Chinese media in recent past threatening it could destabilize the northeast if India pressured Pakistan on Kashmir should make it amply clear. Most importantly, it is the capabilities that need to be kept in focus, not the intentions which can change any time. In this context, the danger is much more at the hybrid and sub-conventional levels.  Nepal’s MoU with China for drilling oil in Terai and such-like other projects will bring Chinese intelligence to the area, which is already ISI infested.
Significantly, about 97% of the Muslim community of Nepal (numbering 12,77,492 – some 4.4% of total Nepalese population) live in the Terai region, while the other 3% are located mainly in the city of Kathmandu and the western hills. According to a 2017 report, quoting Khorshid Alam, head of Nepal’s Islamic Society, some 100,000 Nepalese have converted to Islam over past 15 years and the number is expected to rise (https://www.timesheadline.com/world/conversion-islam-growing-nepal-7551.html). It is not the Muslim population per se that matters but how many the ISI (in conjunction Chinese intelligence) could radicalize and use against India. This also must be viewed in conjunction demographic changes in J&K, where the focus is more on Rohingyas, radicalization of Bakarwals and radical influx in Jammu region, but Ladakh is ignored. Ladakh, where Muslim population was traditionally Shias has seen steady influx of Muslims from the Valley, particularly in Dras-Kargil areas.
What must to be kept in mind is the ISI activities in Nepal and Kashmir Valley, and how the changing demography can be exploited by them.
Nepalese youth in considerable numbers come to Ladakh for employment by the Army as porters. They are young and handsomely paid for hauling loads up the mountains to Army posts. They are permitted to marry Muslim girls (mostly by families that have migrated from the Valley) provided they first convert to Islam. This has been happening past decade plus.

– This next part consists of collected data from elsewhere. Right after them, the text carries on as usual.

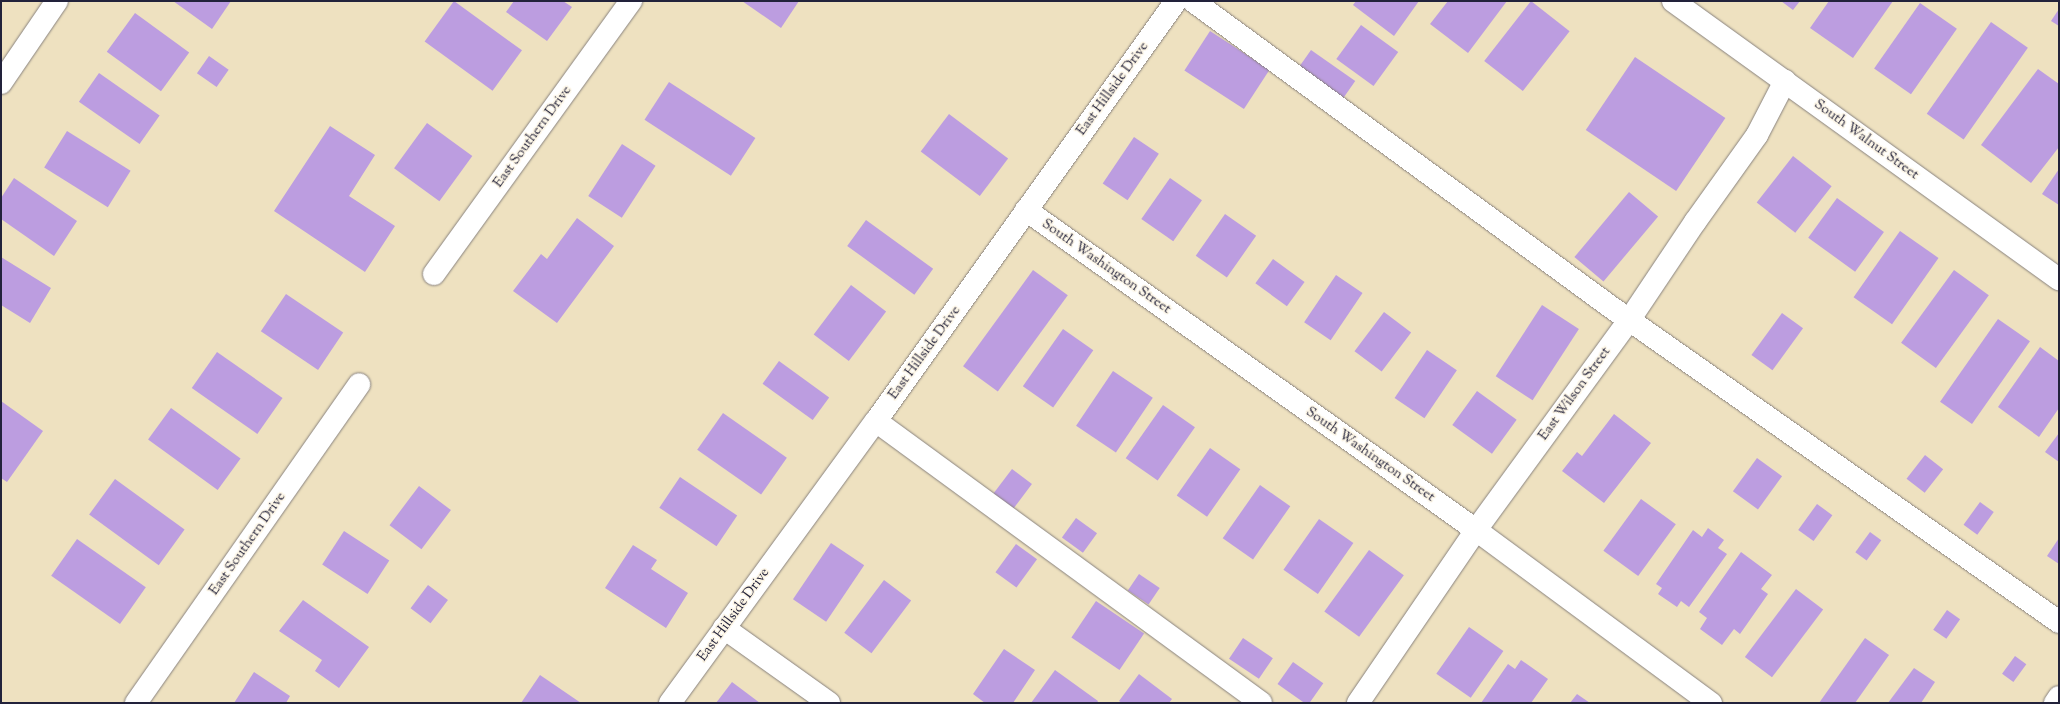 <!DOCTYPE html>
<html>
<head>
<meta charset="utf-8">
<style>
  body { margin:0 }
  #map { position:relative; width:2060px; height:704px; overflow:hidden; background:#eee1c0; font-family:"Sorts Mill Goudy",serif }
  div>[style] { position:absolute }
  .building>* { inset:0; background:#bc9de0; transform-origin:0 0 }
  .roads { filter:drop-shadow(0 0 1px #88827e) drop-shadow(0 0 1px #88827e) }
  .minor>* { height:22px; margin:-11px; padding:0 11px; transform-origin:11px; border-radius:11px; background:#fff }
  .major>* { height:22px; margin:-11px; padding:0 11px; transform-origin:11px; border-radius:11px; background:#fff }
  span { translate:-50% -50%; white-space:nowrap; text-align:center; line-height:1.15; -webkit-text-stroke:3px #fcf5e5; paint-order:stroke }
  .street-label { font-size:14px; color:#22223b }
  .frame { position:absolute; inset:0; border:2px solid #22223b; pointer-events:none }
</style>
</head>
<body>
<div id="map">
  <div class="building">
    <div style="clip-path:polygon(173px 1px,231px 1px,212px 29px)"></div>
    <div style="left:454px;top:1px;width:84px;height:50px;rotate:36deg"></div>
    <div style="clip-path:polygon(514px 1px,563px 1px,572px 7px,547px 41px,506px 12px)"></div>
    <div style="clip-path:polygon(742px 1px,799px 1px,781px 28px)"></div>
    <div style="clip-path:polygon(1356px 1px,1419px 1px,1394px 36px,1353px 5px)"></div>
    <div style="clip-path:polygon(1448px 1px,1507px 1px,1468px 53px,1430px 24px)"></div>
    <div style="left:1531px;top:1px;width:49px;height:76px;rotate:38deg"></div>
    <div style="clip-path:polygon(1781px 1px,1800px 1px,1793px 10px)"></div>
    <div style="clip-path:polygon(1829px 1px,1893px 1px,1853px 58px,1810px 28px)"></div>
    <div style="left:1920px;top:3px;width:45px;height:80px;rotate:35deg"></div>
    <div style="clip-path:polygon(2059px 9px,2059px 26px,2051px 21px)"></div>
    <div style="left:135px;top:13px;width:67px;height:48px;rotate:36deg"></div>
    <div style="left:1991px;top:22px;width:45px;height:112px;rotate:35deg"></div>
    <div style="left:1361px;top:25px;width:46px;height:42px;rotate:36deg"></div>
    <div style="left:1210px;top:31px;width:71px;height:47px;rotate:33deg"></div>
    <div style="left:1311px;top:50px;width:54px;height:29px;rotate:35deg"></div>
    <div style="left:209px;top:56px;width:24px;height:21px;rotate:35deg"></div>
    <div style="left:1635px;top:57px;width:109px;height:88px;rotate:34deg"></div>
    <div style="clip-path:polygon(2038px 69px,2059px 84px,2059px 147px,2031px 183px,1981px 145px)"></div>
    <div style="left:99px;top:73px;width:74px;height:35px;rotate:35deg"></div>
    <div style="left:669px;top:82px;width:103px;height:45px;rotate:33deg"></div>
    <div style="left:949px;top:114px;width:74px;height:47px;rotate:37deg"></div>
    <div style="left:427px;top:123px;width:56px;height:56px;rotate:36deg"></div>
    <div style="clip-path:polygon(330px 126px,375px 155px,349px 196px,395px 226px,365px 272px,274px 211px)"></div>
    <div style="left:67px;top:131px;width:75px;height:43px;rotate:32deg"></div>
    <div style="left:1134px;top:137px;width:30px;height:56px;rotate:34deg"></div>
    <div style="left:622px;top:144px;width:40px;height:62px;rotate:33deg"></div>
    <div style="left:1793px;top:156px;width:49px;height:59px;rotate:38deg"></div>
    <div style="clip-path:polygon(2059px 169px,2059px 205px,2042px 194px)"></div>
    <div style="clip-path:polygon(14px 178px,77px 221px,54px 256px,1px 219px,1px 198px)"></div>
    <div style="left:1170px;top:178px;width:39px;height:50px;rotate:35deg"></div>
    <div style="left:1629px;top:192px;width:38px;height:85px;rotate:40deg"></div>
    <div style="left:1837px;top:198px;width:58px;height:49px;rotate:36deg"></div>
    <div style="left:1225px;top:214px;width:38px;height:51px;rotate:35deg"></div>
    <div style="clip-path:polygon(577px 218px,614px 246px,557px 323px,513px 291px,541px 254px,547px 259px)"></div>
    <div style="left:866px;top:220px;width:83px;height:32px;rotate:36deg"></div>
    <div style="left:1900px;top:231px;width:47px;height:81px;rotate:35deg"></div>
    <div style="clip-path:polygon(1px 257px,51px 288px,30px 323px,1px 305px)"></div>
    <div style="left:1273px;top:259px;width:39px;height:30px;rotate:36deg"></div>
    <div style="left:1033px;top:270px;width:43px;height:119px;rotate:36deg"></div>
    <div style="left:1954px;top:270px;width:43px;height:90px;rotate:36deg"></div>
    <div style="left:1336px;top:275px;width:32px;height:57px;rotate:34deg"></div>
    <div style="left:851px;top:285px;width:44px;height:62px;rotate:37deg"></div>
    <div style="left:286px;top:294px;width:69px;height:45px;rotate:34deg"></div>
    <div style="left:1542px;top:305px;width:44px;height:85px;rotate:33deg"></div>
    <div style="left:1384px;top:312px;width:34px;height:49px;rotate:37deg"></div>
    <div style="left:1782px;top:313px;width:26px;height:52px;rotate:36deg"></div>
    <div style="left:1998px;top:319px;width:39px;height:101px;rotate:35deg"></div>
    <div style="left:1063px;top:329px;width:37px;height:70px;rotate:35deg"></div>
    <div style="clip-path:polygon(2040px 347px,2059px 361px,2059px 408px,2039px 437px,1998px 407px)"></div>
    <div style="left:1427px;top:350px;width:36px;height:58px;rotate:34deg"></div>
    <div style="left:217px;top:352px;width:80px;height:44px;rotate:35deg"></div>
    <div style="left:779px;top:361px;width:62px;height:28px;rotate:36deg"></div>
    <div style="left:1113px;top:371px;width:48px;height:66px;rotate:34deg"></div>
    <div style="left:1477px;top:391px;width:49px;height:42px;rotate:36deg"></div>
    <div style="clip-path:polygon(1px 401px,43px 431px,7px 482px,1px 478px)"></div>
    <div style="left:1163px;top:405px;width:39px;height:65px;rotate:35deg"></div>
    <div style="left:171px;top:408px;width:86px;height:39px;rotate:36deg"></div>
    <div style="left:723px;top:413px;width:78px;height:45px;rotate:35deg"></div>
    <div style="clip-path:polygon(1614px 414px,1651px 443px,1604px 503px,1562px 471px,1577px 452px,1582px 456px)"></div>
    <div style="clip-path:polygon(2059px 433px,2059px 462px,2045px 452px)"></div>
    <div style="left:1210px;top:448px;width:37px;height:58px;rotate:35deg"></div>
    <div style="left:1925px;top:455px;width:23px;height:30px;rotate:38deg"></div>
    <div style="left:1757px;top:458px;width:31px;height:41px;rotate:36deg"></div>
    <div style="left:1012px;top:469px;width:25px;height:33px;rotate:37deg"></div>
    <div style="left:680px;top:477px;width:69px;height:37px;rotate:34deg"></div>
    <div style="left:115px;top:479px;width:86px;height:44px;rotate:36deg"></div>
    <div style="left:1260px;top:485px;width:37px;height:65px;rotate:35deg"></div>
    <div style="left:419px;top:486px;width:40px;height:49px;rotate:37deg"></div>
    <div style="left:1641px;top:499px;width:43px;height:64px;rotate:36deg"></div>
    <div style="left:1980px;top:502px;width:17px;height:28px;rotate:36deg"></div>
    <div style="left:1817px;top:504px;width:19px;height:32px;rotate:36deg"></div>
    <div style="left:1076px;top:518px;width:26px;height:24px;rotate:36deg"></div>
    <div style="left:1319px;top:519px;width:42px;height:62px;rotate:35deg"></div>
    <div style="clip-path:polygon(1708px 528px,1724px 540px,1718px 548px,1727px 554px,1689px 607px,1681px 601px,1677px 607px,1658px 594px,1662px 588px,1656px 584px,1693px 530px,1702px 537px)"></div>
    <div style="left:344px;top:531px;width:54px;height:40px;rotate:33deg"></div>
    <div style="left:1870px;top:532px;width:14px;height:25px;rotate:36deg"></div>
    <div style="clip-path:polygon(2059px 538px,2059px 564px,2047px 556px)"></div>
    <div style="left:77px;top:539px;width:84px;height:45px;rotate:35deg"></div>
    <div style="left:831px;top:543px;width:40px;height:68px;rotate:34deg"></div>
    <div style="left:1016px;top:544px;width:26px;height:35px;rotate:36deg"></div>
    <div style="clip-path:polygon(633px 545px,657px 560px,651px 569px,688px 593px,666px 628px,605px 588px)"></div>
    <div style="left:1369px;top:550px;width:43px;height:76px;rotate:36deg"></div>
    <div style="clip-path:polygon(1741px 552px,1772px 575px,1761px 589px,1768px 594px,1740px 634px,1734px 629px,1722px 645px,1700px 629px,1707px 618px,1699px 612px)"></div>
    <div style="left:1139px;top:574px;width:25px;height:20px;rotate:34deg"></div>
    <div style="left:884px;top:580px;width:34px;height:66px;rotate:37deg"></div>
    <div style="left:428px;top:585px;width:25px;height:29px;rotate:37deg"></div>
    <div style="left:1796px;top:589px;width:34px;height:85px;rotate:37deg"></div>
    <div style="clip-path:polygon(303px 600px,369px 647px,339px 688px,315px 671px,322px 660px,279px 631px)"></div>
    <div style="left:1096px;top:601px;width:58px;height:44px;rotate:34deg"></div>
    <div style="left:1947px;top:610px;width:16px;height:24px;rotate:35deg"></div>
    <div style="left:1469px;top:627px;width:42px;height:57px;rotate:35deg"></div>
    <div style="left:1243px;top:638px;width:36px;height:25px;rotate:34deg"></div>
    <div style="clip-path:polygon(1865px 638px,1889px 655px,1855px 703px,1819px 703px)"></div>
    <div style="clip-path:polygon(1004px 649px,1035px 670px,1013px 703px,985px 703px,973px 694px)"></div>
    <div style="left:2015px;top:656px;width:14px;height:22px;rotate:36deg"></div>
    <div style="clip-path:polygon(1521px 660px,1548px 679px,1531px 703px,1481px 703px,1508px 664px,1515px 669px)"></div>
    <div style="left:1293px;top:662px;width:37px;height:27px;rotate:35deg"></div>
    <div style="clip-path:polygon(1914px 668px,1935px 682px,1921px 703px,1888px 703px)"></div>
    <div style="clip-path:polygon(1055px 670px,1098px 701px,1097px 703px,1031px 703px)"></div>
    <div style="clip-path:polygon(254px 672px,290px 696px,286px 703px,234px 703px)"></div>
    <div style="clip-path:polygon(1139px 674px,1172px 699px,1169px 703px,1122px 703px,1119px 701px)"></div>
    <div style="clip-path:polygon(540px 675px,581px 703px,521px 703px)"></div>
    <div style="clip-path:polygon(732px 682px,760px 703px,716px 703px)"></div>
    <div style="clip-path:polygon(1577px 694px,1590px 703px,1570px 703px)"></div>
  </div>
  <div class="roads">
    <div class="minor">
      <div style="left:1193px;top:1px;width:514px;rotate:36.22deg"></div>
      <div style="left:1608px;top:305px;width:551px;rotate:35.1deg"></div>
      <div style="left:1px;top:83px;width:99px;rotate:-55.7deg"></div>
      <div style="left:1026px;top:210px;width:552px;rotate:35.42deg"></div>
      <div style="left:1476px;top:530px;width:292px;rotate:36.4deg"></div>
      <div style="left:434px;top:274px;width:337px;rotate:-54.2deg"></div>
      <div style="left:876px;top:421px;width:477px;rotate:36.2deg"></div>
      <div style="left:724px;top:628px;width:129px;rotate:35.5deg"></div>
      <div style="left:136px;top:703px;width:389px;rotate:-55deg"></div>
      <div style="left:1358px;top:703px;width:209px;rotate:-55.7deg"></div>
      <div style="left:1476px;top:530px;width:261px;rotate:-53.9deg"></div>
      <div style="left:1630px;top:319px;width:117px;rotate:-56.2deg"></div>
      <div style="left:1695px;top:222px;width:107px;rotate:-54.5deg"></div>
      <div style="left:1757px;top:135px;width:61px;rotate:-62.6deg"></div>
      <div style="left:2055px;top:703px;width:7px;rotate:-56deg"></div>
    </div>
    <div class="major">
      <div style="left:1673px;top:1px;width:476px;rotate:35.8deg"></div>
      <div style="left:670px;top:703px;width:349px;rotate:-53.9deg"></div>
      <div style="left:876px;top:421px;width:516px;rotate:-54.46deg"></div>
    </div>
  </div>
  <div class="street-label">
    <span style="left:1113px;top:89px;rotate:-54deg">East Hillside Drive</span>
    <span style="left:533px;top:137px;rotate:-54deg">East Southern Drive</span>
    <span style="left:1866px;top:140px;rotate:36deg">South Walnut Street</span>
    <span style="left:1106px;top:267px;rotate:35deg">South Washington Street</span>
    <span style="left:925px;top:353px;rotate:-54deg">East Hillside Drive</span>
    <span style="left:1575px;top:394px;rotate:-54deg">East Wilson Street</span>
    <span style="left:1370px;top:455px;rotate:35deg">South Washington Street</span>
    <span style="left:248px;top:544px;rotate:-55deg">East Southern Drive</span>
    <span style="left:734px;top:615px;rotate:-54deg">East Hillside Drive</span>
  </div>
  <div class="frame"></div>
</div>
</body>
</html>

Interfaith marriages are not new to Ladakh and Buddhist-Muslim marriages were common even in ancient days, especially after the King of Skardu gave the hand of his daughter to the Buddhist King of Hunder in Ladakh. Many personnel of Ladakh Scouts too have Muslim wives who were free to continue practicing their own religion even after marrying, albeit such marriages abated after the 1971 Indo-Pak War. What must to be kept in mind is the ISI activities in Nepal and Kashmir Valley, and how the changing demography can be exploited by them. There is clear and present danger.